Daniel Rucks abrió en la Radio Femenina un programa dominical llamado Latinoamericanto, con música de la Nueva Trova, de Mercedes Sosa, Los Guaraguao y otros, pero debió clausurarlo después de la ofensiva de 1989.
En abril de 1988, el gobierno de Duarte permitió que se celebrara frente a la Catedral el Primer Festival Un canto por la paz, con soberanía e independencia en El Salvador, que reunió a íconos de la música latinoamericana como el Quinteto Tiempo, Adrián Goizueta, Tiago de Mello, Amparo Ochoa y otros, así como grupos locales tales como Cutumay Camones y Güinama.
Ese mismo año vino Alberto Cortez, cantó en la Universidad Nacional y expresó que ese era el mismo deseo del catalán Joan Manuel Serrat, quien no podía venir.
La censura total volvió a entronizarse en los años siguientes, sobre todo tras la ofensiva de noviembre de 1989 hasta firmarse los acuerdos de paz en enero de 1992.

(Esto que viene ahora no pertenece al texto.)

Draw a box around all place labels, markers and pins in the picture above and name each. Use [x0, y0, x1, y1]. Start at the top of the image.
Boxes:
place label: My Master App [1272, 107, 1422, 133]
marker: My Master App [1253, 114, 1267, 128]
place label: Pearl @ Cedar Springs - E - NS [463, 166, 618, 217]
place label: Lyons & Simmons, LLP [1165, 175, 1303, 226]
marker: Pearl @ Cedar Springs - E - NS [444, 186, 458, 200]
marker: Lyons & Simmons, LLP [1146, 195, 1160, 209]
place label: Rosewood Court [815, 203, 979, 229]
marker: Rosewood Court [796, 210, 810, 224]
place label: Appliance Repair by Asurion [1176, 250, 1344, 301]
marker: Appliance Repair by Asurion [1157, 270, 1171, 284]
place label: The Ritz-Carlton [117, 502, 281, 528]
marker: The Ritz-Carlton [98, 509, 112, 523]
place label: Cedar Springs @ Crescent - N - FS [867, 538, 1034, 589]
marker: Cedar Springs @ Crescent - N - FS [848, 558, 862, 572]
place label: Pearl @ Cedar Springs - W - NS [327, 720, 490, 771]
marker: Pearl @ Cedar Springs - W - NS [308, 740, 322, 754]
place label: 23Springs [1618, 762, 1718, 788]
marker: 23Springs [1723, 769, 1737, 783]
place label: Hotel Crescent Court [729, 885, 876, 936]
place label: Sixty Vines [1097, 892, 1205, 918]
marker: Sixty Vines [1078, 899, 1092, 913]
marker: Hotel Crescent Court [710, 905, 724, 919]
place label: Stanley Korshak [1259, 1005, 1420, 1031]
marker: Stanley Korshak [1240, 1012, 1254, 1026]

El último decomiso de música fue en 1990, en un estudio en el edificio Colón, frente al parque Barrios. Cuatro décadas después se gobierna por decretos emanados por el Ejecutivo que la Asamblea aprueba ipso facto, se criminaliza el uso de tatuajes, la elaboración de grafitis en paredes y se amenaza a los periodistas hasta con 15 años de cárcel por difundir notas que se crea que contienen mensajes de pandillas, generando censura y autocensura. Hay redadas indiscriminadas y caen justos con pecadores. Las madres andan de comisaría en comisaría buscando a sus hijos, tienen que preparar o presentar hasta 18 documentos para gestionar su libertad.
Lo mismo sucede en los Estados totalitarios, en los cuales se criminaliza todo. Como dice el cantautor cubano Carlos Varela en su composición Memorias, “estoy sentado en el contén del barrio, como hace un siglo atrás. A veces me pasan en la radio, a veces nada más... Y cuando los discos de los Beatles no se podían tener, los chicos descubrieron que sus padres los escuchaban también...”.